Pues se fue Donald Trump. Muy a su pesar, haciendo un berrinchazo, pero se fue. Y la escena, al menos en los medios de comunicación que yo revisé, se narró de manera muy parecida a ese momento de La bella durmiente cuando el príncipe mata a Maléfica y se rompe el hechizo: el reino que despierta después de años de letargo, los reyes que se ven felices de que se haya terminado el mal sueño, la princesa y el príncipe, enamorados y llenos de ilusión. Todos felices y comiendo perdices.

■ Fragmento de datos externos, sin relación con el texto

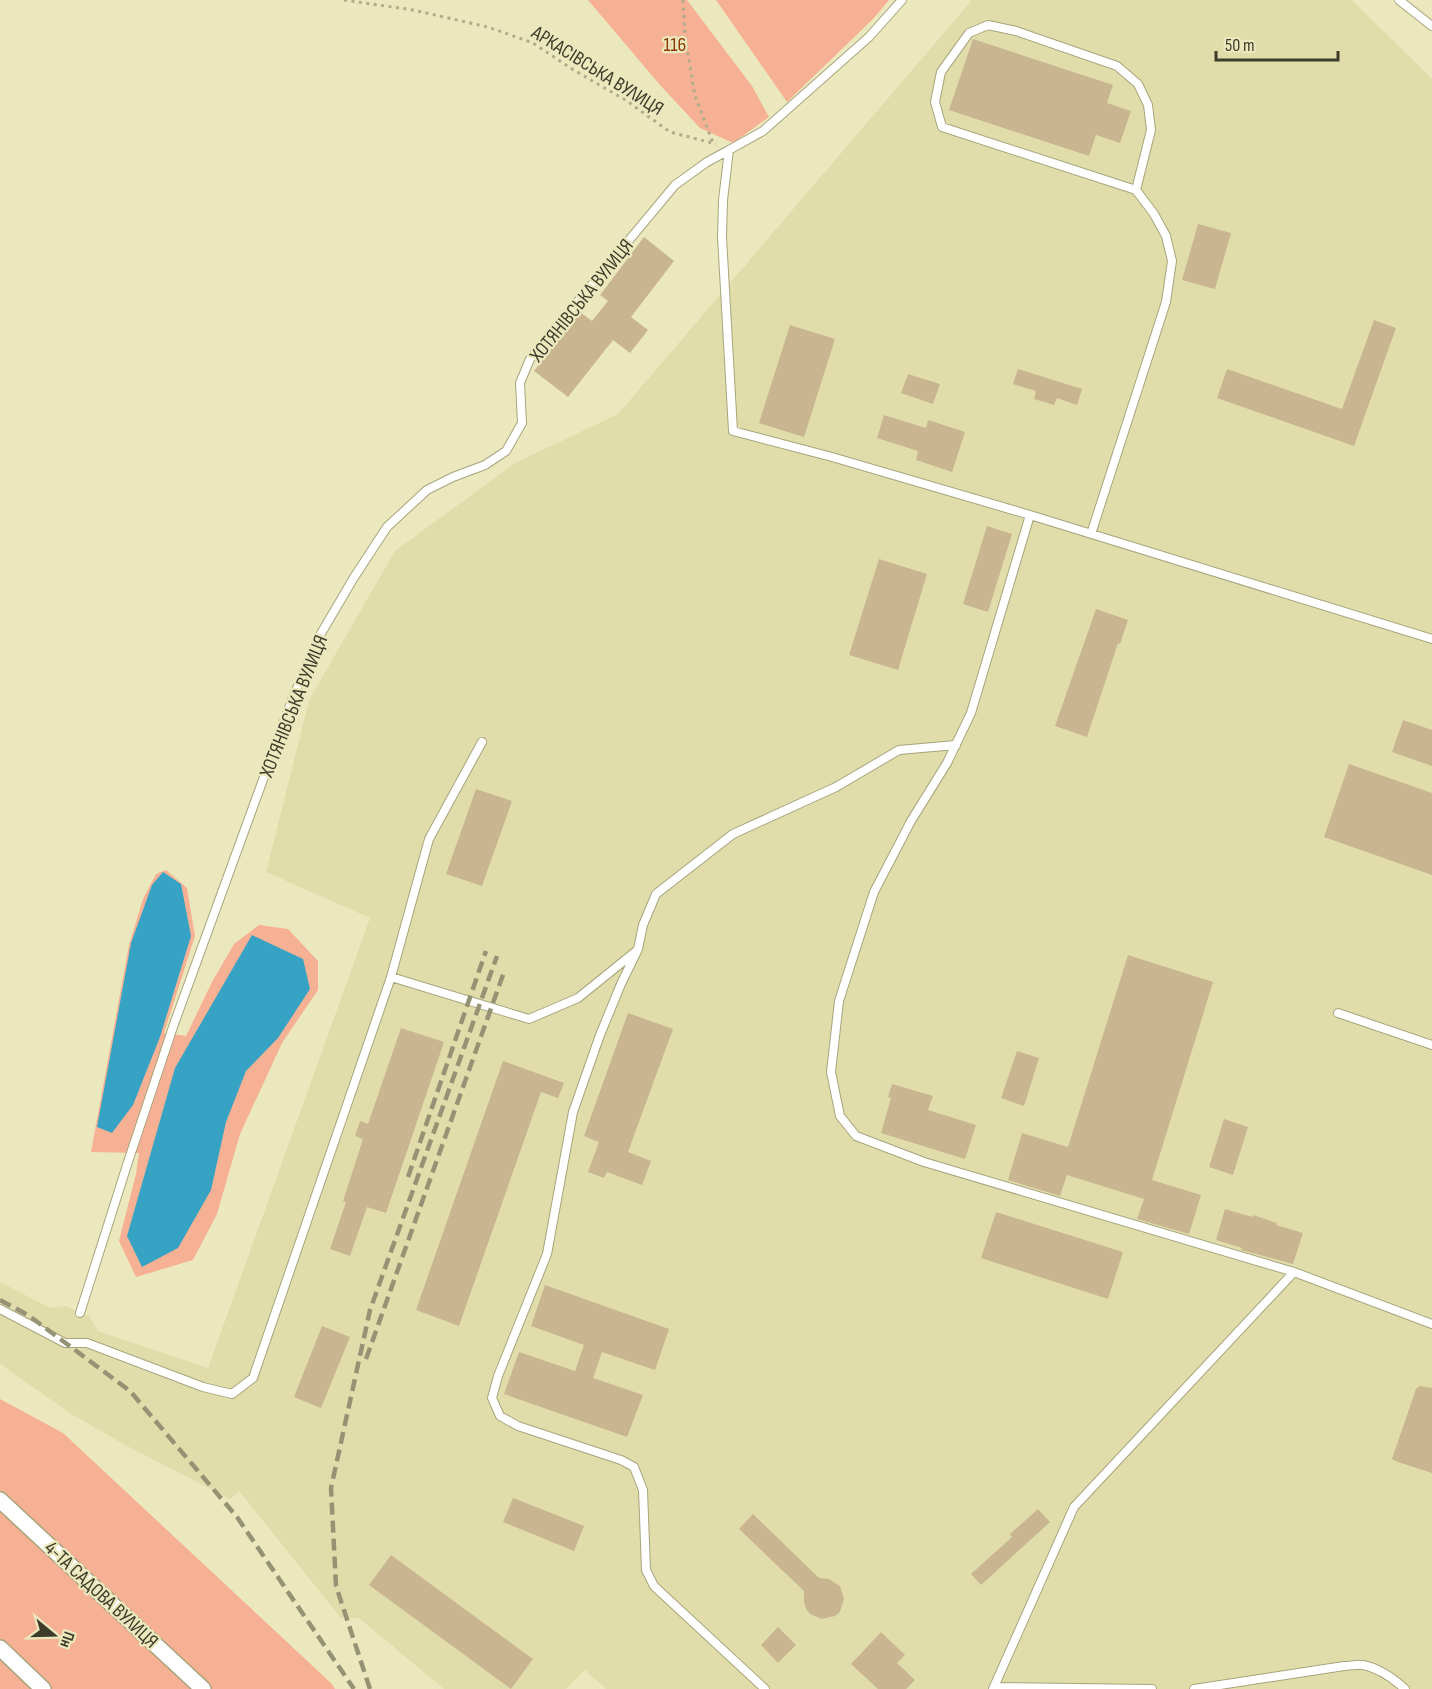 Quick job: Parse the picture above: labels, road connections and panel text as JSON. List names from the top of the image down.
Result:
{
  "streets": {
    "street": ["4-ТА САДОВА ВУЛИЦЯ"],
    "lane": ["ХОТЯНІВСЬКА ВУЛИЦЯ"],
    "path": ["АРКАСІВСЬКА ВУЛИЦЯ"]
  },
  "crossings": [
    ["АРКАСІВСЬКА ВУЛИЦЯ", "ХОТЯНІВСЬКА ВУЛИЦЯ"]
  ],
  "parks": ["116"],
  "scale_bar": "50 m",
  "north": "right"
}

Pero la vida, odio ser yo quien se los diga, no es como los cuentos de hadas, donde se distingue bien a los buenos de los malos, los dioses nunca dejan de estar a la altura de las circunstancias, y siempre triunfan los más pequeños, los más valientes y los más nobles. Parte del encanto de los cuentos tradicionales es que a pesar de que contienen elementos terribles, al final siempre nos dejan con la tranquilidad de que la maldad se acaba con el villano; ahí, cuando el malo se va o se muere, se acaban todos los problemas. En los cuentos, la enemistad, la mezquindad y el odio son cosas que ocurren de vez en cuando, que alteran la vida de los personajes, pero que sólo están ahí un momento y, después de una serie de peripecias, desaparecen del todo, dejando a los protagonistas mucho más fuertes, confiados en que han cumplido su destino y han vencido.

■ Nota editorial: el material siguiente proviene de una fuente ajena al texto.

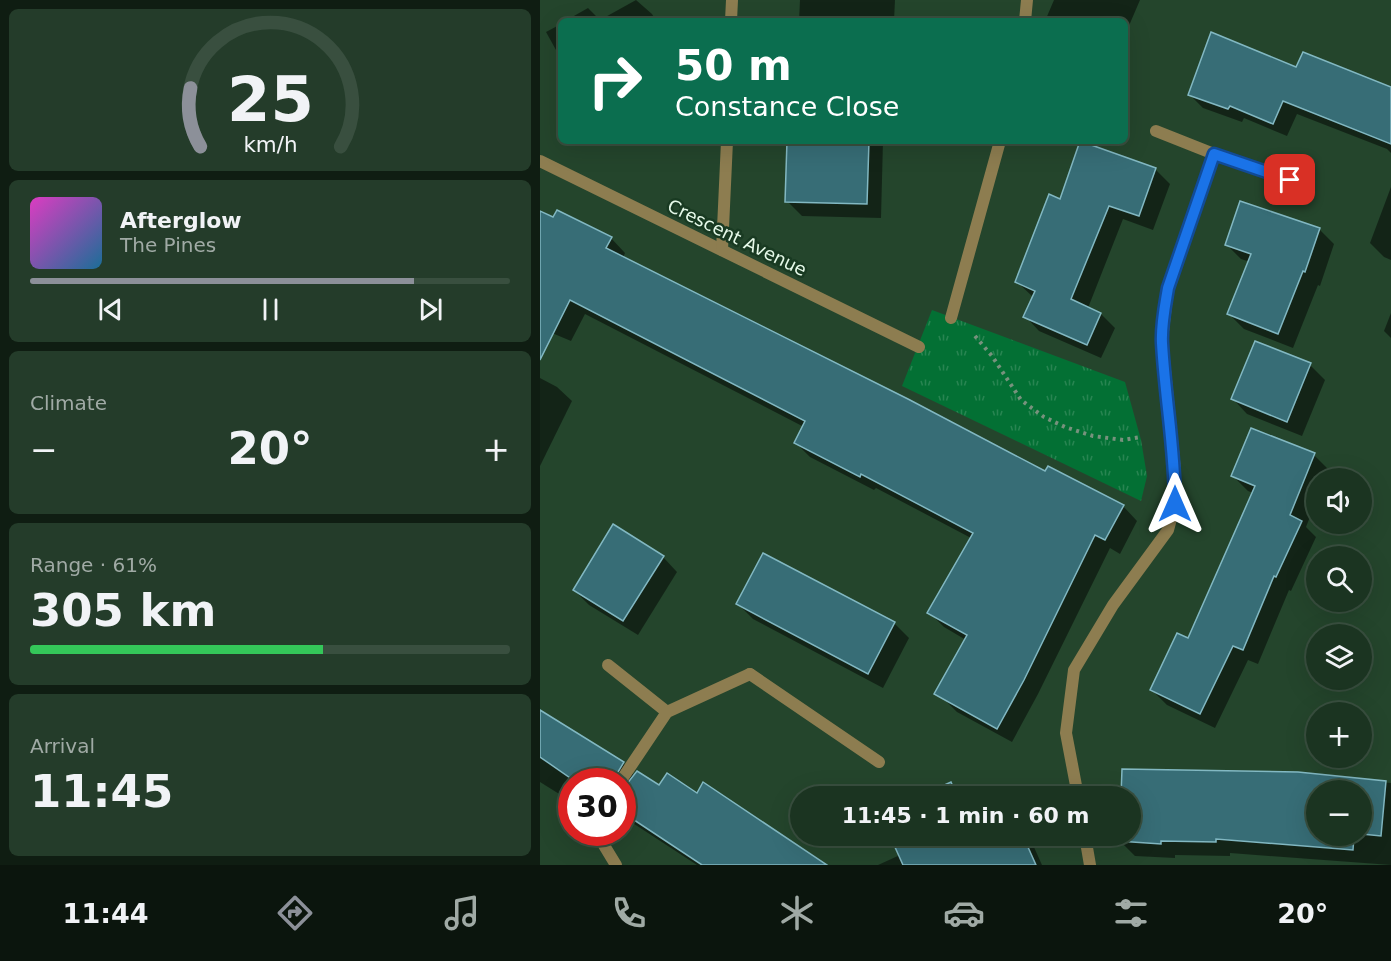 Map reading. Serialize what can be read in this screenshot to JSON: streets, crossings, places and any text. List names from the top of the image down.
{
  "streets": {
    "street": ["Crescent Avenue"]
  },
  "page": {
    "turn": ["50 m", "Constance Close"],
    "song": ["Afterglow", "The Pines"],
    "tile": [
      "Climate",
      ["Range · 61%", "305 km"],
      ["Arrival", "11:45"]
    ],
    "heat": ["−", "20°", "+"],
    "map_buttons": ["+", "−"],
    "limit": "30",
    "trip": "11:45 · 1 min · 60 m",
    "tabs": ["11:44", "20°"],
    "gauge": ["25", "km/h"]
  }
}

Así no es la vida, lo sabemos. A estas alturas, los seres humanos hemos aprendido a la mala que, si acaso, la vida se parece más a esas películas de Chucky en que, una vez que los protagonistas ya se sienten muy tranquilos, y están merendando churros con chocolate y riéndose como si fueran simpáticos, ¡mocos!, la cámara hace un acercamiento y aparece la terrible peluca roja y el overolito azul del muñeco diabólico. Y una ya sabe que esa calma y esos churros son apenas un respiro momentáneo, y que ahí viene una secuela donde Chucky reaparecerá más terrorífico que nunca.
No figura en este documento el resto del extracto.